* THE TASK
Locate every line below that contains the word "JSON" and copy it.

* SOURCE DATA
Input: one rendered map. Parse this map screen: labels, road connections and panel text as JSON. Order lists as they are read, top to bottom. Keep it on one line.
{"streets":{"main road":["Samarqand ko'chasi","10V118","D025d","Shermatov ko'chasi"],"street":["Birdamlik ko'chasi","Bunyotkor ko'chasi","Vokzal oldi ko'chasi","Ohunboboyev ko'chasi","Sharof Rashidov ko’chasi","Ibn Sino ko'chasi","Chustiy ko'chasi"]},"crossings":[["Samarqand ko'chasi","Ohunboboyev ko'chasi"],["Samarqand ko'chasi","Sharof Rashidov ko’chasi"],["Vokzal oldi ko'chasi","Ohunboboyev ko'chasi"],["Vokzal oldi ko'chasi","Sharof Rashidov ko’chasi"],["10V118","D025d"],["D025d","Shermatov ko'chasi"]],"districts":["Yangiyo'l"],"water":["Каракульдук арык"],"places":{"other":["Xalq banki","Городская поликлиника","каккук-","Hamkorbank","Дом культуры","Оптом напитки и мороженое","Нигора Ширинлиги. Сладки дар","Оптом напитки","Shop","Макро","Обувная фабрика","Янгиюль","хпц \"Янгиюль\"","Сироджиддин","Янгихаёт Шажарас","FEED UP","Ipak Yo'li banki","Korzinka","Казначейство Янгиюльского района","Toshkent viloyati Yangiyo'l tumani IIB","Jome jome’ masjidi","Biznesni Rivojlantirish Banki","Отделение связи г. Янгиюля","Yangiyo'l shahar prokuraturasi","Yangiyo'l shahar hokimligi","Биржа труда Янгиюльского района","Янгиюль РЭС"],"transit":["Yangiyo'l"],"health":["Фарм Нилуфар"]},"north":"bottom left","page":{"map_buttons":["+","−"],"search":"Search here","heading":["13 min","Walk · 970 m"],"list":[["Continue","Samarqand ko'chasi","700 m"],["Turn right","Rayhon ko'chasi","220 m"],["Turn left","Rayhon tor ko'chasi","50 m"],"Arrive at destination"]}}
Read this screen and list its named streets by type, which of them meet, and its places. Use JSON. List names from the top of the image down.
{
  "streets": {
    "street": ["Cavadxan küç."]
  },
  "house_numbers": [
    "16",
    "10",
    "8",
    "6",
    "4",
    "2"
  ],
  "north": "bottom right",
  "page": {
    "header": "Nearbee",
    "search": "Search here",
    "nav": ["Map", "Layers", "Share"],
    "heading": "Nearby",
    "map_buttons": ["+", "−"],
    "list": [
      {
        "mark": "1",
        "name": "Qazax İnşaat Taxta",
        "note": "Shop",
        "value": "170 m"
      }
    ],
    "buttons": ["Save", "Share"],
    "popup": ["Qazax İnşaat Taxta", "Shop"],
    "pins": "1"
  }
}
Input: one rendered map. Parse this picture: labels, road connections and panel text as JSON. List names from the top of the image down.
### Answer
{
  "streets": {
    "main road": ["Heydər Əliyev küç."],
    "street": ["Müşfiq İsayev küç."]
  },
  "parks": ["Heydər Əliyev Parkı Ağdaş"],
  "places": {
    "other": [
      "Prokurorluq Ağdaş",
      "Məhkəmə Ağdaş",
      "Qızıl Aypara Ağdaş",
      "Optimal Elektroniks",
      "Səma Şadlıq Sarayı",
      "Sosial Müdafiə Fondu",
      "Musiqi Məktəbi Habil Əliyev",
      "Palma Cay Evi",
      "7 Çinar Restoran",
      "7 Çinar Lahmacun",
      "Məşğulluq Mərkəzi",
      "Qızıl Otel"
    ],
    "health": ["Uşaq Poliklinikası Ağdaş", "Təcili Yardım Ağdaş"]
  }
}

* RESPONSE TO THIS EXERCISE
Input: one rendered map. Parse this map screen: labels, road connections and panel text as JSON. Order lists as they are read, top to bottom. Keep it on one line.
Read this screen and list its named streets by type, which of them meet, and its places. Use JSON. List names from the top of the image down.
Input: one rendered map. Parse this picture: labels, road connections and panel text as JSON. List names from the top of the image down.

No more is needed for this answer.